Lilly wasn't sure what exactly he was talking about with that comment. 

"Why do you want to do this? Its very violent. Wouldn't you rather be inside with the others? The Queen is embroidering, why don't you sit with her instead of doing this?"

A frown scrunched Lilly's eyebrows together as she inhaled slowly to calm her rapid heartbeat. Because I can't be a pretty decoration. Because I won't be like our mother. Because I can't be a victim again. "I s-sus-suppose I want mm.. More from life-fe."

Mirabell couldn't fault her for that. Her sister was the youngest after all, the golden child. She hadn't experienced the same abuse, something Lilly would forever be grateful for, being able to protect somebody.

Like Genevieve had done for them.

Even thinking of her older sister had tears burning the back of the fairies eyes and a lump tightening in her throat. A sizzle of miserable anxiety coursed through her in a wave, churning her stomach.

They'd have to go back soon. They'd have to go and face their father and make him regret all he had done and as much as Lillith wanted so badly to wail and scream and wield a sword bravely in the face of a monster – she was also terrified.

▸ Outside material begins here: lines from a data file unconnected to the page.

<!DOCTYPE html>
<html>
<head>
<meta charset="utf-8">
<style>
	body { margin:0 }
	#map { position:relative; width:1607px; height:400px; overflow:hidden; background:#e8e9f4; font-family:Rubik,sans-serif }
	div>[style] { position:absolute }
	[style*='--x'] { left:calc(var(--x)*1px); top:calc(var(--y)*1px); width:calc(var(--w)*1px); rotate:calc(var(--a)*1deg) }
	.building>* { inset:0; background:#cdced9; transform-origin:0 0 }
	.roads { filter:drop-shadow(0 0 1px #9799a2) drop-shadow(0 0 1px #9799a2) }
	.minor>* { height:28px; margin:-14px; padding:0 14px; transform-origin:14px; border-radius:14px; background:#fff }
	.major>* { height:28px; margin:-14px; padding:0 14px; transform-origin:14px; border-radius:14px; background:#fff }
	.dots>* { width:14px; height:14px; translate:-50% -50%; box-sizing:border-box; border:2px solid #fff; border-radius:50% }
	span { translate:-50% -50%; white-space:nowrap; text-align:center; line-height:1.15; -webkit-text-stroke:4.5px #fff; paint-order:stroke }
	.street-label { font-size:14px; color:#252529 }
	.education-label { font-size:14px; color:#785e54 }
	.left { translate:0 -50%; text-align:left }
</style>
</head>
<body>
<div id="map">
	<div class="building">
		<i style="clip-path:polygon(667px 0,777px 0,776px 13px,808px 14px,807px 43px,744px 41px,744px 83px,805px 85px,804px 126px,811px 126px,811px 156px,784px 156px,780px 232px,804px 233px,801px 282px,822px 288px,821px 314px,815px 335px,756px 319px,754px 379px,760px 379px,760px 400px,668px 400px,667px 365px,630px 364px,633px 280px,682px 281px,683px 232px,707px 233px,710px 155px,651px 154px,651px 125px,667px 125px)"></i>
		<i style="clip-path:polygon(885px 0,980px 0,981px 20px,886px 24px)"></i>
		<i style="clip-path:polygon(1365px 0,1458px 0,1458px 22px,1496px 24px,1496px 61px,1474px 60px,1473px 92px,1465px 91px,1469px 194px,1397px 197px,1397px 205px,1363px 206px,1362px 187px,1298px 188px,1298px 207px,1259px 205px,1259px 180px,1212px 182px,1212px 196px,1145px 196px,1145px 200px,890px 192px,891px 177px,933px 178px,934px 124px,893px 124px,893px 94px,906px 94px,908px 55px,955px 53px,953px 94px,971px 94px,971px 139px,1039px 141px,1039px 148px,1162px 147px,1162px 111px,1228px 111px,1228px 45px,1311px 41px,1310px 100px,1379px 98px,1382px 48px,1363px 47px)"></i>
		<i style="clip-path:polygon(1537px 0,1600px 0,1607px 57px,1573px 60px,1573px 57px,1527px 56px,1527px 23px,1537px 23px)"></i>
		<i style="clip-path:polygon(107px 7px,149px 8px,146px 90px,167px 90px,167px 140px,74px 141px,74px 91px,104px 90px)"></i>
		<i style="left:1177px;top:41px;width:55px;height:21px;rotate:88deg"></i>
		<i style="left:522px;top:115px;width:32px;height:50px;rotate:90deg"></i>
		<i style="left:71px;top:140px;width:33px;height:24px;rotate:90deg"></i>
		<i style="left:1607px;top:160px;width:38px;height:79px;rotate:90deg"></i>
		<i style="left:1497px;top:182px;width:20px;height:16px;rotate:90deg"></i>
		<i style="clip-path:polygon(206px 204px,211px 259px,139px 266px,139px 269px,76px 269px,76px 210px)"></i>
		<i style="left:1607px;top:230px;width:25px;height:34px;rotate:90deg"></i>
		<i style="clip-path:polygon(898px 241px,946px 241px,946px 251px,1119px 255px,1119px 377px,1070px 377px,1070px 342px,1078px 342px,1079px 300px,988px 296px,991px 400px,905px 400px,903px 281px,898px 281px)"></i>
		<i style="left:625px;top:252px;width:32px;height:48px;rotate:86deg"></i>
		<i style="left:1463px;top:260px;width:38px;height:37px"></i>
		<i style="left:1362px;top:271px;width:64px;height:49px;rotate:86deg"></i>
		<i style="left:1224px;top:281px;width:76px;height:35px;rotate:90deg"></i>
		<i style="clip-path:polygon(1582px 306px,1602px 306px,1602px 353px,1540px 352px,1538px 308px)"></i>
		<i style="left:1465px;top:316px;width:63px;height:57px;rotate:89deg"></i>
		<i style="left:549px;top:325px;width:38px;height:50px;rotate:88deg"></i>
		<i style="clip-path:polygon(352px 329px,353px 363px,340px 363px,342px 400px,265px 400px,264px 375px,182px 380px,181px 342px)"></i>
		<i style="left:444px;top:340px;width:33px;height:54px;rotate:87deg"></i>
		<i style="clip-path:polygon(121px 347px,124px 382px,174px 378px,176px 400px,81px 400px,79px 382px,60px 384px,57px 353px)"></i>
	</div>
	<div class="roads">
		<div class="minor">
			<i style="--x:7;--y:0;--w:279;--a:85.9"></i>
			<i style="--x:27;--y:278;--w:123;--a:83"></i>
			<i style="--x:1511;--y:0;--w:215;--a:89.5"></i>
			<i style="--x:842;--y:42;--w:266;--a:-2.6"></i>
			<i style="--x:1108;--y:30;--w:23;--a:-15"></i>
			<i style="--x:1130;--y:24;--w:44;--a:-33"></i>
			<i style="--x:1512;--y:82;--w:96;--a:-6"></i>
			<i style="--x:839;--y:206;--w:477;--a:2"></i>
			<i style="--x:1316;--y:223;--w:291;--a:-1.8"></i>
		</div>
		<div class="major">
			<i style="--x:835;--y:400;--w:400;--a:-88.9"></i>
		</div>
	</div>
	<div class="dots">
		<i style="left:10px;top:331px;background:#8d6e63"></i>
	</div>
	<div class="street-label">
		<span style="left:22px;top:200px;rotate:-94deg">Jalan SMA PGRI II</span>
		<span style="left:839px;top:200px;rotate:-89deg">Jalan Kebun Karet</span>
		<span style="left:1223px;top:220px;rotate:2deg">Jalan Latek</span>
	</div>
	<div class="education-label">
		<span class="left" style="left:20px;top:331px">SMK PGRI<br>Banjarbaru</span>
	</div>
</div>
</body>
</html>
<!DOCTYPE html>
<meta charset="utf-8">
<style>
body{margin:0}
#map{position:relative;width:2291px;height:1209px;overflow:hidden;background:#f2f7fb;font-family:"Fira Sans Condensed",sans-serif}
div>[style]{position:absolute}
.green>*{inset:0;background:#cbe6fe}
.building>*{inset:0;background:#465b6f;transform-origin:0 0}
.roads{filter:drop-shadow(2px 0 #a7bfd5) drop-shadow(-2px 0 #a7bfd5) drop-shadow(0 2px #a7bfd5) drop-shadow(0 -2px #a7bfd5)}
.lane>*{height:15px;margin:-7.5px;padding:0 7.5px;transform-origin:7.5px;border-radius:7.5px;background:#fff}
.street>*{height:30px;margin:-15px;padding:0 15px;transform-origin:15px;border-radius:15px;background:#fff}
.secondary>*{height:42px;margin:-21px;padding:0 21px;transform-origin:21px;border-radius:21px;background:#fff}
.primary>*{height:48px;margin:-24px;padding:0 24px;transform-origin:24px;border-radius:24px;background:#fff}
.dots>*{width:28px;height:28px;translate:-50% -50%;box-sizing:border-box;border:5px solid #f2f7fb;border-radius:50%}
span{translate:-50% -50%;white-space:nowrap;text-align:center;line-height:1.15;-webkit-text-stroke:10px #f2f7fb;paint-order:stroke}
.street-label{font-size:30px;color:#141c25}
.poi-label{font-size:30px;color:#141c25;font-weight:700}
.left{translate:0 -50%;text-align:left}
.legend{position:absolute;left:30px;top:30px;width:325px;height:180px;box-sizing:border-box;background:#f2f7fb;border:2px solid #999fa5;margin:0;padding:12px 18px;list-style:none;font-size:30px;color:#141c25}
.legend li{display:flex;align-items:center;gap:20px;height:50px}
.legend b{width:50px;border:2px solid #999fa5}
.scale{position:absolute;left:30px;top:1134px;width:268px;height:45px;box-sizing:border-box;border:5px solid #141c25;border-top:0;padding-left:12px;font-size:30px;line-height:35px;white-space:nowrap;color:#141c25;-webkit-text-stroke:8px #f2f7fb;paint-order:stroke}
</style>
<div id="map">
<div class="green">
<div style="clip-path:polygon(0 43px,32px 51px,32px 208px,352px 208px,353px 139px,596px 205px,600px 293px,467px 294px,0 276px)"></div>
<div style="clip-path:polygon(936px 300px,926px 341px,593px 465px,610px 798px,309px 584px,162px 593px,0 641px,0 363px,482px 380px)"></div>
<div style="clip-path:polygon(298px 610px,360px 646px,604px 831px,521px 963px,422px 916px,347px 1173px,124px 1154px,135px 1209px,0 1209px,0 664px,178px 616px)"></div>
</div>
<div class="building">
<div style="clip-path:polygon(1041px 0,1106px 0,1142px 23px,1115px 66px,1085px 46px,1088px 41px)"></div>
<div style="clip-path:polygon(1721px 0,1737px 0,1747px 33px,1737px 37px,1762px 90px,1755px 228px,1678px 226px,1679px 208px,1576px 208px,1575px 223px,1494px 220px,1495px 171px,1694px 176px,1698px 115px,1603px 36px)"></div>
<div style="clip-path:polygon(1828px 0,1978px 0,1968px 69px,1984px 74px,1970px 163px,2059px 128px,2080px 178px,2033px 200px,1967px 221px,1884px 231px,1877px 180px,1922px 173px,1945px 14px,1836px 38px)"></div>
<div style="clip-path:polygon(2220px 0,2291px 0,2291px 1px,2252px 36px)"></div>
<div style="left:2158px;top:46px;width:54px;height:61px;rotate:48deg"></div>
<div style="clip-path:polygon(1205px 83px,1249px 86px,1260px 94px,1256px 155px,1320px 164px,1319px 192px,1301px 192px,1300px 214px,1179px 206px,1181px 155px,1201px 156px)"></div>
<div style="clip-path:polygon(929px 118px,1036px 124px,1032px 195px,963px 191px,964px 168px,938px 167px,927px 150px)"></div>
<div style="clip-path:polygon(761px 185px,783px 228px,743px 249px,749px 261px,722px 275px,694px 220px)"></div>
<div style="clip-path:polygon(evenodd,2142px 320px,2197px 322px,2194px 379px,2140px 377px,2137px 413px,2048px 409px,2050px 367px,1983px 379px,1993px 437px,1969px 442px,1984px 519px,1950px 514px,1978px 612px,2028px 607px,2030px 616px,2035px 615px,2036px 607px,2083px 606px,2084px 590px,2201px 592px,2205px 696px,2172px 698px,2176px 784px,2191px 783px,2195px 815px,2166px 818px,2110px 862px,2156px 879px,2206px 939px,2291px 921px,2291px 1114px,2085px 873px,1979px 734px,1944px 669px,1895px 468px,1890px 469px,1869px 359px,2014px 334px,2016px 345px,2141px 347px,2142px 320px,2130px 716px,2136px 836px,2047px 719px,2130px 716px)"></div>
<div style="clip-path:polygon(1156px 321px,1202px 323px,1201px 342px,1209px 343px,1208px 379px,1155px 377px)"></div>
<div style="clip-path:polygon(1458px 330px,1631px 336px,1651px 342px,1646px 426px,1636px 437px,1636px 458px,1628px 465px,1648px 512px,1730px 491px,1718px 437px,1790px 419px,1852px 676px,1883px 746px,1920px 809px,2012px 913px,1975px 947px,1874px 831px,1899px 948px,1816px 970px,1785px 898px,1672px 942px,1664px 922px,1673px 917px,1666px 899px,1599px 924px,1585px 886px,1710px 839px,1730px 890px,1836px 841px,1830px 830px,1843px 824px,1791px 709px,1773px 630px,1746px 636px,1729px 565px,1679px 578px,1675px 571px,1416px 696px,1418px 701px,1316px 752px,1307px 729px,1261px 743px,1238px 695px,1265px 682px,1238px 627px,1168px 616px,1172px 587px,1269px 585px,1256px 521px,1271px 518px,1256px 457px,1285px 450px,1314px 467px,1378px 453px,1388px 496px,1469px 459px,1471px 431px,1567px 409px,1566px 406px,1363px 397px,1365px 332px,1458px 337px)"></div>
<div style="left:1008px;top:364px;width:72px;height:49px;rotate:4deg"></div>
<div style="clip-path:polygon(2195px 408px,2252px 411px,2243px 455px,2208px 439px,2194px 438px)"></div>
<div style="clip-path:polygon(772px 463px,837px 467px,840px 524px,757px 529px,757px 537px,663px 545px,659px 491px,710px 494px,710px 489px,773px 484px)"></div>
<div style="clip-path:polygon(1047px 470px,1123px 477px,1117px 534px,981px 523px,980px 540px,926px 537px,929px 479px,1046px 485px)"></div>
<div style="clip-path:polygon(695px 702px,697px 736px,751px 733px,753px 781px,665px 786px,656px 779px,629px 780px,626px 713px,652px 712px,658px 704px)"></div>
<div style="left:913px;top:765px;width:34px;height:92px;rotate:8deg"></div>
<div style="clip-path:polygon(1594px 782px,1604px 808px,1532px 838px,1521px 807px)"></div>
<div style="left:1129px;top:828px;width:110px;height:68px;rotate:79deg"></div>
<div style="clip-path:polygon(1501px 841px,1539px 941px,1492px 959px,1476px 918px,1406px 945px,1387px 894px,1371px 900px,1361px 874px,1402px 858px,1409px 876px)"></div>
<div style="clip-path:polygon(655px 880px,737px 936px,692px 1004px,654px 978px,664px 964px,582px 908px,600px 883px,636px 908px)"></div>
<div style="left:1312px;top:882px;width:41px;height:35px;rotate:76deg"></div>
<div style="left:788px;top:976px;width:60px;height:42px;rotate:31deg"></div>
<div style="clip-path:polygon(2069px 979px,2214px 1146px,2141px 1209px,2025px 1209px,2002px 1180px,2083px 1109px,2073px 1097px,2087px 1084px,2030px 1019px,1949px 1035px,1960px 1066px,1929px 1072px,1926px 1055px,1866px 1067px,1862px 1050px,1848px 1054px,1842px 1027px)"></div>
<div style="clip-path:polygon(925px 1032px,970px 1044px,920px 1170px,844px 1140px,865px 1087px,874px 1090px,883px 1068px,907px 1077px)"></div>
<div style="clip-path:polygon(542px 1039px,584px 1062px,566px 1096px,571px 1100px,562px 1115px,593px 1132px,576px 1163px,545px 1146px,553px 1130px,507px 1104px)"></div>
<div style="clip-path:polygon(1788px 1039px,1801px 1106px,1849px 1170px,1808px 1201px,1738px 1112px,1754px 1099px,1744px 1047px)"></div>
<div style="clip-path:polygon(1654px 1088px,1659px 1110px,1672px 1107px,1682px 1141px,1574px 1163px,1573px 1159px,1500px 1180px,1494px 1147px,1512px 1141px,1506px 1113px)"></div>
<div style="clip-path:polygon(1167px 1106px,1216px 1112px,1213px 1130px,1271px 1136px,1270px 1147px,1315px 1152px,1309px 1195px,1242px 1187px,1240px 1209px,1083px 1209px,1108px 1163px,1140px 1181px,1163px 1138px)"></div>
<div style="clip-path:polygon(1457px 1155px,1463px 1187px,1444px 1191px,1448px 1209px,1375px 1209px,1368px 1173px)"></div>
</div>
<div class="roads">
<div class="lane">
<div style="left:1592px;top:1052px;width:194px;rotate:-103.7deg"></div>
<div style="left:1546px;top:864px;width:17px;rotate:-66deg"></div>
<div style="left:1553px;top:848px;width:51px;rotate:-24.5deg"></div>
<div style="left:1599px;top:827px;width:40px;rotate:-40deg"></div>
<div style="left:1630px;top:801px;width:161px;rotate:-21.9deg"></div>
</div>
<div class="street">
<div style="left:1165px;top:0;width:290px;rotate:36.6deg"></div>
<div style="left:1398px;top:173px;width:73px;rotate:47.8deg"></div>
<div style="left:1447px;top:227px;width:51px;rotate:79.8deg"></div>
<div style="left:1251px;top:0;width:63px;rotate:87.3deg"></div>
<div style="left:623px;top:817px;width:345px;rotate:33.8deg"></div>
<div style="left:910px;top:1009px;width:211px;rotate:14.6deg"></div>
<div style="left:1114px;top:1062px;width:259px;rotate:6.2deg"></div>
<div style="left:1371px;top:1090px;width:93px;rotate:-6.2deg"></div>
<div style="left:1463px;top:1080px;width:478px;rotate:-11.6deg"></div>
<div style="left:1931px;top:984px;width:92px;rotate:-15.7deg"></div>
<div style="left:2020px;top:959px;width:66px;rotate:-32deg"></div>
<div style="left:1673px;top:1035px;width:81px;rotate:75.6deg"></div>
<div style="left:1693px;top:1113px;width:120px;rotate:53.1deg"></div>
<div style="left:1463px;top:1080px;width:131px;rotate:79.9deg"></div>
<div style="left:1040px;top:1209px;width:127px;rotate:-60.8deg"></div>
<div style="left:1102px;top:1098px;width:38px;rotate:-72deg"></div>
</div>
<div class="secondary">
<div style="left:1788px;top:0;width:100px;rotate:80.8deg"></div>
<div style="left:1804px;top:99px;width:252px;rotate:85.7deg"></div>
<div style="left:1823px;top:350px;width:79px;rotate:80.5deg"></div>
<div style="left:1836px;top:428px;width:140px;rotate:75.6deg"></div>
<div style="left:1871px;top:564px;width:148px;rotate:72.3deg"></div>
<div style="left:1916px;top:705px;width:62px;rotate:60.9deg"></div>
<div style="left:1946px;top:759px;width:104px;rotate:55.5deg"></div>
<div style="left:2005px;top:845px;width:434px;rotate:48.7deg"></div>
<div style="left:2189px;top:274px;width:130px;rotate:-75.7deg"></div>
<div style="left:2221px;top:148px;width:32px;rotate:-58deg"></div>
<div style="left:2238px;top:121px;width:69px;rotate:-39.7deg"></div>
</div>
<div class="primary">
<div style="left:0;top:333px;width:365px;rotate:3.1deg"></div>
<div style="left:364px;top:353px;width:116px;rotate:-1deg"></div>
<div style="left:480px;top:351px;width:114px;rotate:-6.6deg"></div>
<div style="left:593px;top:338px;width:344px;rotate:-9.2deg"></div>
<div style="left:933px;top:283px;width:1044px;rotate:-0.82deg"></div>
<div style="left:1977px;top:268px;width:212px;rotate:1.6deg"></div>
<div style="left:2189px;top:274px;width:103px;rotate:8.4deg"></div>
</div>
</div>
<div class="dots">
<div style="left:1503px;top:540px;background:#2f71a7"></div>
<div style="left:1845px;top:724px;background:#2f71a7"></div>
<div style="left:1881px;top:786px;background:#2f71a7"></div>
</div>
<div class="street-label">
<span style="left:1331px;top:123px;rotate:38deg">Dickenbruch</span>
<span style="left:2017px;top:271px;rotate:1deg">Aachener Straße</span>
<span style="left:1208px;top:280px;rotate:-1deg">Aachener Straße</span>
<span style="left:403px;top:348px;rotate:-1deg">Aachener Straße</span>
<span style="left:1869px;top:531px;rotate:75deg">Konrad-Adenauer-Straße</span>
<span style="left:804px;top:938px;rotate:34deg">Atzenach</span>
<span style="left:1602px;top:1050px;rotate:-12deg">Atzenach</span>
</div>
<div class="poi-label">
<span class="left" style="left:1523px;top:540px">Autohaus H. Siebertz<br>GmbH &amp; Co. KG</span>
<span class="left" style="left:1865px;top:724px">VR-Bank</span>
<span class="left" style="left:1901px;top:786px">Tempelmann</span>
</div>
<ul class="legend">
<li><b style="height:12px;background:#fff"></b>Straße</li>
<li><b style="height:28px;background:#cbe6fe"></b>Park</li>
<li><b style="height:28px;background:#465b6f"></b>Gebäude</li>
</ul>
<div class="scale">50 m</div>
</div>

"Do y-you want to learn-n?"

"This? Oh no, not me, no. I wouldn't be good at this. Look how intimidating they are. And to think, those two are the youngest. Can you imagine what the likes of Brimstone can do? Or the King even?"

Lillith hadn't particularly taken that into consideration. Her fiance's were in a class of their own. But then again, she also had nothing else to go by from how they were raised before. 

Like a blank piece of paper, Lilly wanted her life to be a book of rich memories and adventure, not a one liner and full stop.